Hayatın son bulduğu yer değil başladığı kapıdır mezar ve
aslında mezarlıklar bir kapılar şehridir, şehrin kapılarıdır her bir mezar. Bu
defa dikey değil de yataydır kapı ama neticede geçilir ondan ve başka bir
ortama, aleme ve hayata ulaşılır.
Ölüm, bir başka hayatın adıdır!
Bir başka hayat için doğumun adıdır.
Bu yüzden insan ölümden değil aslında o gideceği hayattan
endişe etmelidir. Neticede çaresiz geçilecektir mezar denilen kapıdan.

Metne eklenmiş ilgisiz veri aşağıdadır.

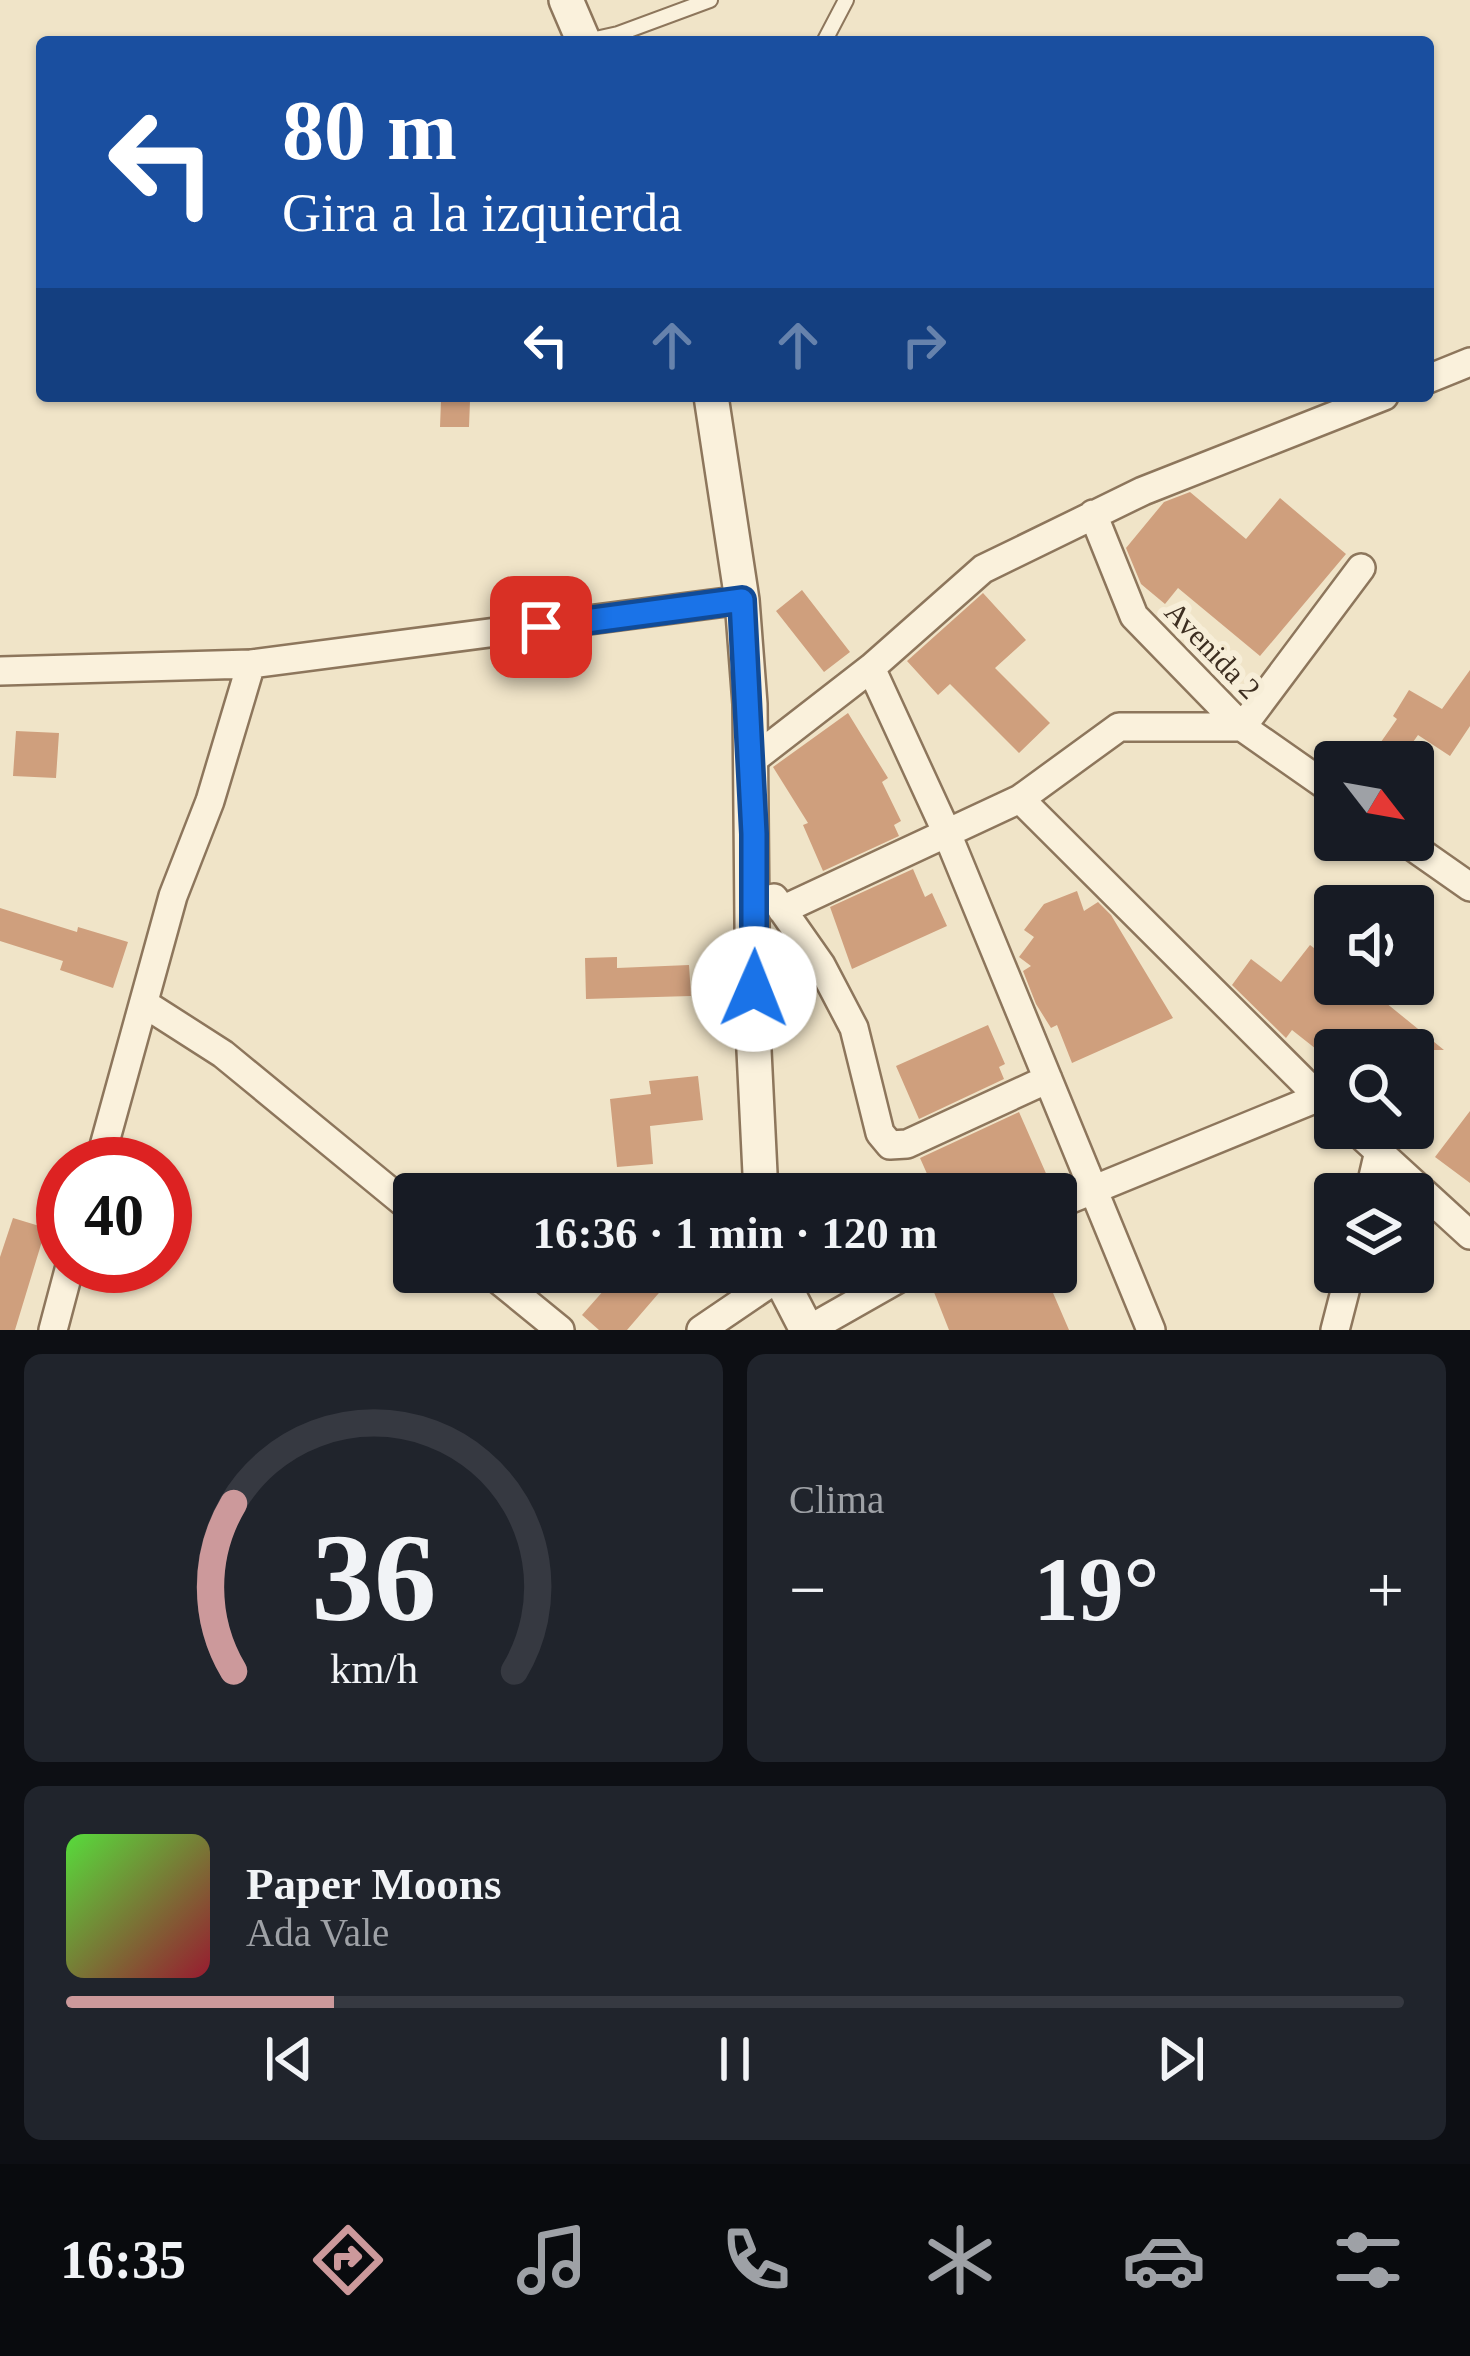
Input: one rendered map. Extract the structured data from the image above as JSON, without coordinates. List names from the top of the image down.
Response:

Bütün mesele, bu hayatın uzunluğu ya da kısalığı değil,
nerede ve nasıl geçirildiği ile ilgilidir. Mesele, ölmek değil, nerde ve nasıl
ölündüğü ile ilgilidir.
Daha dün dört genç, hayırlarla ve iyilik yolunda yürürlerken
yolları mezar kapısına dayandı. O kapının onlar için hayırlar ve iyilikler
getirmesi en büyük umut ve teselli oldu. Tanıyan tanımayan herkes bu güzel
hayatların ardından gözyaşı ile dualar etti.
Nerede, nasıl ve ne zaman geleceğini bilmediğimiz elçi
mutlaka bize de uğrayacak ve izin istemeden dalacak hayatımıza ve onu bizden
alacak.
Bu gerçek, amir ve memur, zengin ve fakir, güçlü ve zayıf,
yaşlı ve genç hepimiz için tartışılmaz bir sonun haberidir.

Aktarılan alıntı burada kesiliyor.